Your task: Look through the listing below, and wherever a line has the string "grid", pull it out.

Record set:
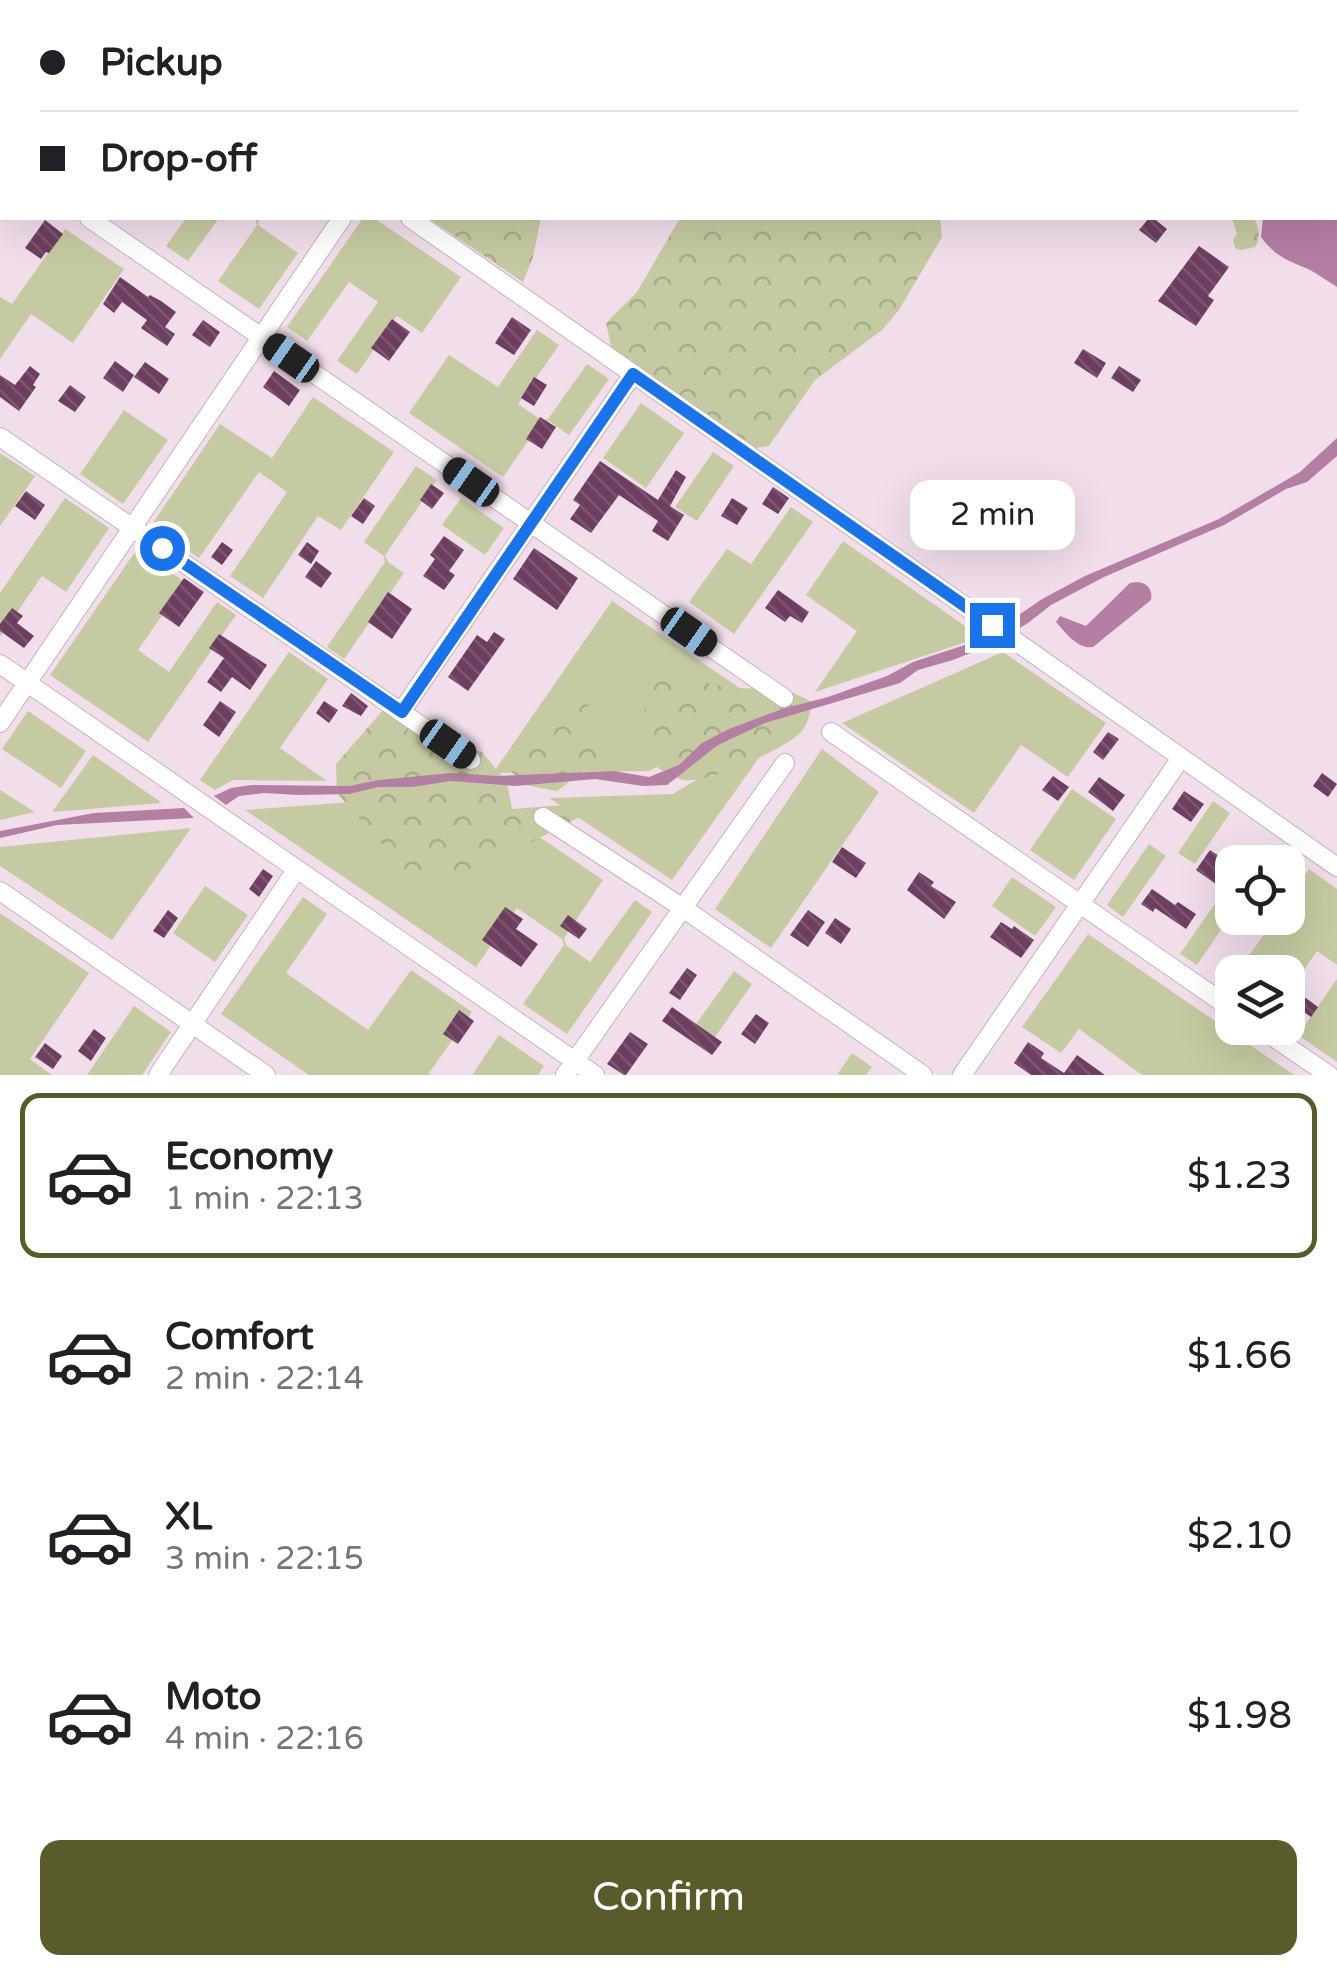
<!DOCTYPE html>
<meta charset="utf-8">
<style>
body{margin:0;font-family:"Varela Round",sans-serif;background:#f6f6f6;color:#202124;height:100vh;display:flex;flex-direction:column;font-size:38px;white-space:nowrap}
*{box-sizing:border-box;margin:0}
p{font-size:32px;color:#757577}
.icon{flex:none;width:55px;height:55px;fill:none;stroke:currentColor;stroke-width:2;stroke-linecap:round;stroke-linejoin:round}
.map{position:relative;height:1075px;overflow:hidden}
.sheet{display:flex;flex-direction:column;background:#fff;flex:1}
.sheet>*{flex:none}
.guide{position:absolute;left:0px;top:0px;width:1338px;height:220px;box-shadow:0 10px 40px #0002;display:grid;align-content:center;height:220px;padding:0 40px;background:#fff}
.controls{position:absolute;left:1215px;top:845px;display:grid;gap:20px}
.controls a{display:grid;place-items:center;width:90px;height:90px;border-radius:20px;background:#fff;box-shadow:0 10px 40px #0002;font-size:50px}
.end{position:absolute;width:45px;height:45px;margin:-22px;border:12px solid #1a73e8;background:#fff;box-shadow:0 0 0 5px #fff}
.from{border-radius:50%}
.bubble{position:absolute;height:70px;border-radius:20px;background:#fff;box-shadow:0 10px 40px #0002;font-size:32px;font-weight:600;line-height:70px;text-align:center}
.car{position:absolute;width:30px;height:60px;margin:-30px -15px;border-radius:12px;box-shadow:0 0 8px 2px #0007;background:linear-gradient(#222 24%,#8ab4d8 0 40%,#222 0 76%,#8ab4d8 0 86%,#222 0)}
.guide b{display:flex;align-items:center;gap:35px;height:95px;font-size:38px}
.guide b+b{border-top:2px solid #e0e0e0}
.guide i{width:25px;height:25px;background:#202124}
ul{padding:18px 0 0;list-style:none}
li{display:flex;align-items:center;gap:30px;height:165px;margin:0 20px 15px;padding:0 20px;border:5px solid transparent;border-radius:20px}
li div{flex:1}
li b{display:block;font-size:38px}
li em{font-style:normal;font-weight:600}
li.on{border-color:#595c2a}
li>.icon{width:90px;height:90px;stroke-width:1.5}
.primary-button{display:flex;gap:20px;margin-top:auto;padding:20px 40px}
.primary-button a{flex:1;height:115px;border-radius:20px;background:#595c2a;color:#fff;font-size:40px;font-weight:600;line-height:115px;text-align:center}
.map>svg:first-child{display:block}
</style>
<div class="map">
<svg width="1337" height="1075" viewBox="0 0 1337 1075">
<defs>
<pattern id="forest-crowns" width="20" height="18" patternUnits="userSpaceOnUse" patternTransform="scale(2.5)"><rect width="20" height="18" fill="#c6caa2"/><path d="M2 6a3 3 0 1 1 6 0M12 15a3 3 0 1 1 6 0" fill="none" stroke="#a9ac8a"/></pattern>
<pattern id="building-back-hatch" width="6" height="6" patternUnits="userSpaceOnUse" patternTransform="scale(2.5)"><rect width="6" height="6" fill="#6d3e60"/><path d="M-1 5l2 2M0 0l6 6M5-1l2 2" fill="none" stroke="#7c5671"/></pattern>
</defs>
<rect width="100%" height="100%" fill="#f2deeb"/>
<path fill="#c6caa2" d="M186 218H219L188 261 166 246Z
M255 218H258L259 226 298 253 259 309 218 281 257 225Z
M363 218H374L461 277 422 333 397 316 357 374 337 361 378 302 349 282 307 341 287 327Z
M65 229 124 269 73 343 31 314 0 359V297L12 304Z
M537 330 559 345 518 404 541 420 548 419 587 364 609 379 569 435 549 421H542L503 477 409 413 449 355 498 387Z
M313 397 394 452 341 530 318 516 263 598 230 576 287 492 259 472 199 558 151 526 220 424 272 458Z
M641 403 684 433 646 488 603 458Z
M124 410 168 440 123 504 80 474Z
M713 452 734 466 697 521 675 507Z
M0 453 35 476 0 526Z
M416 466 437 480 385 555 388 562 404 573 344 659 327 647 385 562 384 556 364 542Z
M65 498 109 528 66 592 42 576 0 637V593Z
M461 498 504 528 485 555 442 525Z
M791 507 813 522 734 634 689 602 727 549 751 564Z
M843 541 981 637 815 692 857 631 806 595Z
M137 549 185 582 138 650 169 672 217 602 236 615 148 742 50 675Z
M612 601 769 708 649 771 493 773Z
M289 652 328 679 280 748 327 781 233 780 215 790 200 780Z
M1003 652 1106 723 1068 777 1021 745 974 813 842 723Z
M28 711 86 751 61 788 2 749Z
M778 731 672 880 549 798 673 794Z
M822 749 879 792 771 948 715 909Z
M93 755 162 803 52 812Z
M1072 789 1116 819 1074 880 1030 850Z
M0 790 35 812 0 820Z
M475 793 603 880 564 938 566 945 590 962 635 900 652 912 567 1034 523 1004 564 945 562 939 517 908 476 967 245 810Z
M1213 801 1230 813 1195 864 1178 853Z
M191 828 112 940 0 866V847Z
M1149 844 1166 856 1123 917 1107 905Z
M1309 869 1337 889V965L1317 951 1288 993V972H1237L1276 918H1288V901Z
M1012 877 1056 907 1035 936 992 906Z
M205 886 248 915 215 962 173 933Z
M1223 892 1232 899V914L1197 965 1180 954Z
M303 897 327 914 286 973 368 1030 411 970 472 1012 429 1073 431 1075H309L221 1014Z
M0 913 89 973 30 1059 52 1075H0Z
M1088 934 1294 1075H1142L1079 1029 1061 1053 1022 1027Z
M734 971 752 984 713 1040 694 1027Z
M1337 979V1062L1298 1035Z
M134 1006 171 1032 142 1075H87Z
M499 1035 544 1066 538 1075H472Z
M852 1053 872 1067 866 1075H837Z"/>
<path fill="url(#forest-crowns)" d="M221 0H598V2H220Z
M428 218H541L533 257 523 282Z
M680 218H940L942 237 899 310 882 330 815 380 769 446 743 450 612 350 606 323 637 292Z
M1232 218H1254C1259 228 1261 237 1255 247L1241 250 1235 248 1233 240 1237 234Z
M653 671 730 688 785 689 812 702C810 711 809 723 802 731 787 749 706 784 683 780 662 775 653 764 641 748L648 722 641 695Z
M588 704 601 758 557 791 530 786 509 770 517 744 544 734 560 711Z
M384 709 447 752 481 751 507 782 512 809 564 805 595 809 490 864 431 878 404 869 337 793 336 764Z"/>
<path fill="#b37fa3" d="M1270 0H1337V287C1327 281 1318 274 1308 269 1287 260 1276 257 1261 237L1263 218H1335V2H1269Z
M1337 438V456L1307 482 1286 489 1224 525 1104 577 1051 605 1028 623 993 644 953 660 918 670 900 683 765 723 718 745 667 785 643 786 595 779 516 786 451 781 412 787H378L349 794 298 795 264 793 239 796 226 805 214 796 231 788 252 785 349 786 379 780 451 773 497 776 614 771 649 777 679 765 702 743 729 729 782 709 828 697 887 676 913 662 986 638 1042 599 1085 576 1219 519 1300 472Z
M1137 582C1147 583 1153 589 1151 600L1093 647C1078 650 1065 632 1056 622L1060 616 1086 626 1130 583Z
M184 808 194 818 57 825 0 838V831L94 813Z"/>
<path fill="url(#building-back-hatch)" d="M1149 218H1153L1167 229 1156 243 1139 230Z
M45 220 63 234 49 253 46 252 41 259 25 248Z
M1199 246 1229 267 1208 296 1214 300 1196 326 1158 301Z
M120 277 148 297 150 295 161 301 176 312 165 327 175 334 167 346 141 328 147 320 122 302 114 313 103 304Z
M512 317 531 330 514 355 495 343Z
M392 319 410 332 389 361 371 348Z
M203 320 220 332 210 347 192 335Z
M1083 349 1106 363 1097 378 1074 363Z
M115 361 134 375 123 392 103 378Z
M145 362 169 379 159 394 134 377Z
M30 366 40 374 33 385 36 387 19 411 0 397V375L15 385Z
M1119 366 1141 380 1133 392 1111 378Z
M274 371 300 390 289 406 263 387Z
M534 377 547 385 534 406 521 398Z
M70 385 86 397 75 412 58 401Z
M540 417 556 427 542 449 526 439Z
M600 461 658 500 676 470 686 477 670 506 684 515 668 541 652 531 658 521 619 495 591 533 570 519 580 505 573 500Z
M431 484 444 493 432 509 420 500Z
M773 487 789 498 778 514 762 504Z
M26 491 45 505 35 520 15 506Z
M364 498 375 506 363 524 351 516Z
M732 498 748 508 737 525 721 516Z
M444 536 464 550 449 571 455 575 444 590 423 576 435 559 430 555Z
M222 542 233 550 222 565 211 557Z
M307 542 319 551 311 564 298 555Z
M534 548 578 578 557 610 513 579Z
M316 561 332 573 321 588 305 577Z
M184 578 204 592 179 627 159 613Z
M778 590 809 612 802 623 790 616 785 622 765 608Z
M388 592 412 609 392 639 368 622Z
M12 608 23 616 17 623 34 636 24 648 0 631V624Z
M494 632 505 639 468 691 448 677 477 635 487 642Z
M219 634 267 665 250 690 232 677 221 692 207 682 224 658 209 648Z
M351 693 368 706 361 716 342 706Z
M220 701 236 712 219 737 203 725Z
M324 701 338 710 329 723 316 713Z
M1108 732 1119 739 1103 760 1093 752Z
M1322 773 1337 784 1328 797 1313 786Z
M1053 776 1069 787 1058 801 1042 790Z
M1099 777 1125 795 1113 811 1088 792Z
M1184 791 1204 804 1191 822 1172 809Z
M842 847 866 863 856 878 832 862Z
M1210 850 1232 865V870L1220 887 1196 870Z
M263 869 273 876 259 897 249 889Z
M919 872 934 882 931 886 956 902 944 919 907 890Z
M1152 889 1175 905 1178 902 1196 914 1186 929 1155 908 1153 912 1141 904Z
M505 907 523 919 516 929 538 944 521 967 482 940Z
M168 910 178 918 164 938 153 931Z
M808 910 825 922 808 947 790 935Z
M568 915 587 929 579 939 560 926Z
M835 918 851 929 841 944 825 933Z
M1001 922 1012 929 1014 926 1034 940 1021 958 990 937Z
M687 968 697 975 680 1000 669 993Z
M1303 996 1318 1007 1311 1017 1296 1006Z
M672 1007 722 1042 712 1055 662 1021Z
M459 1010 474 1021 458 1044 443 1034Z
M756 1014 769 1023 755 1044 741 1034Z
M94 1029 106 1038 91 1061 78 1051Z
M630 1032 648 1044 626 1075H624L607 1064Z
M1028 1042 1044 1053 1041 1058 1064 1073 1077 1055 1105 1075H1031L1014 1063Z
M45 1043 62 1056 53 1069 35 1057Z"/>
<g fill="none" stroke-linecap="round" stroke-linejoin="round">
<g stroke="#c6b3c0" stroke-width="20">
<path id="street" d="M99 0 102 2
M0 142 2 138
M0 156 2 158
M89 218 784 698
M410 218 992 625
M0 437 471 760
M1014 640 1337 867
M0 664 595 1075
M401 712 633 374
M0 723 342 218
M831 732 1232 1009
M543 817 683 908 923 1075
M0 891 266 1075
M1260 1028 1329 1075
M158 1075 296 870
M565 1075 785 763
M962 1075 1181 758"/>
</g>
<use href="#street" stroke="#fff" stroke-width="18"/>
</g>
<g fill="none" stroke-linecap="round" stroke-linejoin="round">
<path stroke="#1a73e8" stroke-width="12" d="M162 548 402 712 633 374 992 625"/>
</g>
</svg>
<div class="controls">
<a><svg class="icon" aria-label="locate" viewBox="0 0 24 24"><circle cx="12" cy="12" r="6"/><path d="M12 2v4M12 18v4M2 12h4M18 12h4"/></svg></a>
<a><svg class="icon" aria-label="layers" viewBox="0 0 24 24"><path d="M12 4l9 5-9 5-9-5zM3 14l9 5 9-5"/></svg></a>
</div>
<i class="end from" style="left:162px;top:548px"></i>
<i class="end" style="left:992px;top:625px"></i>
<div class="bubble" style="left:910px;top:480px;width:165px">2 min</div>
<i class="car" style="left:291px;top:358px;rotate:305deg"></i>
<i class="car" style="left:471px;top:482px;rotate:305deg"></i>
<i class="car" style="left:689px;top:632px;rotate:125deg"></i>
<i class="car" style="left:448px;top:744px;rotate:125deg"></i>
<div class="guide">
<b><i class="from"></i>Pickup</b>
<b><i></i>Drop-off</b>
</div>
</div>
<section class="sheet">
<ul>
<li class="on"><svg class="icon" aria-label="car" viewBox="0 0 24 24"><path d="M5 17H2v-5l4-1 3-4h7l3 4 3 1v5h-3M9 17h6M6 11h13"/><circle cx="7" cy="17" r="2"/><circle cx="17" cy="17" r="2"/></svg><div><b>Economy</b><p>1 min · 22:13</p></div><em>$1.23</em></li>
<li><svg class="icon" aria-label="car" viewBox="0 0 24 24"><path d="M5 17H2v-5l4-1 3-4h7l3 4 3 1v5h-3M9 17h6M6 11h13"/><circle cx="7" cy="17" r="2"/><circle cx="17" cy="17" r="2"/></svg><div><b>Comfort</b><p>2 min · 22:14</p></div><em>$1.66</em></li>
<li><svg class="icon" aria-label="car" viewBox="0 0 24 24"><path d="M5 17H2v-5l4-1 3-4h7l3 4 3 1v5h-3M9 17h6M6 11h13"/><circle cx="7" cy="17" r="2"/><circle cx="17" cy="17" r="2"/></svg><div><b>XL</b><p>3 min · 22:15</p></div><em>$2.10</em></li>
<li><svg class="icon" aria-label="car" viewBox="0 0 24 24"><path d="M5 17H2v-5l4-1 3-4h7l3 4 3 1v5h-3M9 17h6M6 11h13"/><circle cx="7" cy="17" r="2"/><circle cx="17" cy="17" r="2"/></svg><div><b>Moto</b><p>4 min · 22:16</p></div><em>$1.98</em></li>
</ul>
<div class="primary-button"><a>Confirm</a></div>
</section>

Exercise solution:
.guide{position:absolute;left:0px;top:0px;width:1338px;height:220px;box-shadow:0 10px 40px #0002;display:grid;align-content:center;height:220px;padding:0 40px;background:#fff}
.controls{position:absolute;left:1215px;top:845px;display:grid;gap:20px}
.controls a{display:grid;place-items:center;width:90px;height:90px;border-radius:20px;background:#fff;box-shadow:0 10px 40px #0002;font-size:50px}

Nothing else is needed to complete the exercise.